Return the entries below exactly as written.

***** SUPPLIED RECORDS *****

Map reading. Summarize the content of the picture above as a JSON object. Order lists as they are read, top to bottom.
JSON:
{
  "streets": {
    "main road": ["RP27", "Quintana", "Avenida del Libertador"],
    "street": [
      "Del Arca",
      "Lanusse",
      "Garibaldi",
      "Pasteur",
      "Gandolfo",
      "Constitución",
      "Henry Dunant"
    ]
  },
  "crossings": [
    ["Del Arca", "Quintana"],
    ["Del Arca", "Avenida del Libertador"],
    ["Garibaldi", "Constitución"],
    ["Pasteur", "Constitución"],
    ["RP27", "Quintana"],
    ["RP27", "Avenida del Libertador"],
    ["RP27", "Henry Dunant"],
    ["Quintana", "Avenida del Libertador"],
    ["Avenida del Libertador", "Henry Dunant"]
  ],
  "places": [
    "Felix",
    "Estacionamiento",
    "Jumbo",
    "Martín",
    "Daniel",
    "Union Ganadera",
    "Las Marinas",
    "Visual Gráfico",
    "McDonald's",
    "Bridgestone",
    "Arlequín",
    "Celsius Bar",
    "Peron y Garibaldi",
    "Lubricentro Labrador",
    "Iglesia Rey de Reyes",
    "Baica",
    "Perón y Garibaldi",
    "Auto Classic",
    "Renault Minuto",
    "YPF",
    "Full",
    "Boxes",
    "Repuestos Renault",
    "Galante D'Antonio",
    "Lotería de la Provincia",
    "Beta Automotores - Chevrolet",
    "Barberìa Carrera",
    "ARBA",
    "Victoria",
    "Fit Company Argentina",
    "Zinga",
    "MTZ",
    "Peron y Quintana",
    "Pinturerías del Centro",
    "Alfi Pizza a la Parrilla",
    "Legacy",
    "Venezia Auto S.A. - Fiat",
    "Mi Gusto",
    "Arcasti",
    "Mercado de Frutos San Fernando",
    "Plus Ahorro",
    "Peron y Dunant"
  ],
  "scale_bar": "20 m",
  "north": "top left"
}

*****

• [OUTPUT]:
Map reading. Summarize the content of the picture above as a JSON object. Order lists as they are read, top to bottom.
JSON:
{
  "streets": {
    "main road": ["RP27", "Quintana", "Avenida del Libertador"],
    "street": [
      "Del Arca",
      "Lanusse",
      "Garibaldi",
      "Pasteur",
      "Gandolfo",
      "Constitución",
      "Henry Dunant"
    ]
  },
  "crossings": [
    ["Del Arca", "Quintana"],
    ["Del Arca", "Avenida del Libertador"],
    ["Garibaldi", "Constitución"],
    ["Pasteur", "Constitución"],
    ["RP27", "Quintana"],
    ["RP27", "Avenida del Libertador"],
    ["RP27", "Henry Dunant"],
    ["Quintana", "Avenida del Libertador"],
    ["Avenida del Libertador", "Henry Dunant"]
  ],
  "places": [
    "Felix",
    "Estacionamiento",
    "Jumbo",
    "Martín",
    "Daniel",
    "Union Ganadera",
    "Las Marinas",
    "Visual Gráfico",
    "McDonald's",
    "Bridgestone",
    "Arlequín",
    "Celsius Bar",
    "Peron y Garibaldi",
    "Lubricentro Labrador",
    "Iglesia Rey de Reyes",
    "Baica",
    "Perón y Garibaldi",
    "Auto Classic",
    "Renault Minuto",
    "YPF",
    "Full",
    "Boxes",
    "Repuestos Renault",
    "Galante D'Antonio",
    "Lotería de la Provincia",
    "Beta Automotores - Chevrolet",
    "Barberìa Carrera",
    "ARBA",
    "Victoria",
    "Fit Company Argentina",
    "Zinga",
    "MTZ",
    "Peron y Quintana",
    "Pinturerías del Centro",
    "Alfi Pizza a la Parrilla",
    "Legacy",
    "Venezia Auto S.A. - Fiat",
    "Mi Gusto",
    "Arcasti",
    "Mercado de Frutos San Fernando",
    "Plus Ahorro",
    "Peron y Dunant"
  ],
  "scale_bar": "20 m",
  "north": "top left"
}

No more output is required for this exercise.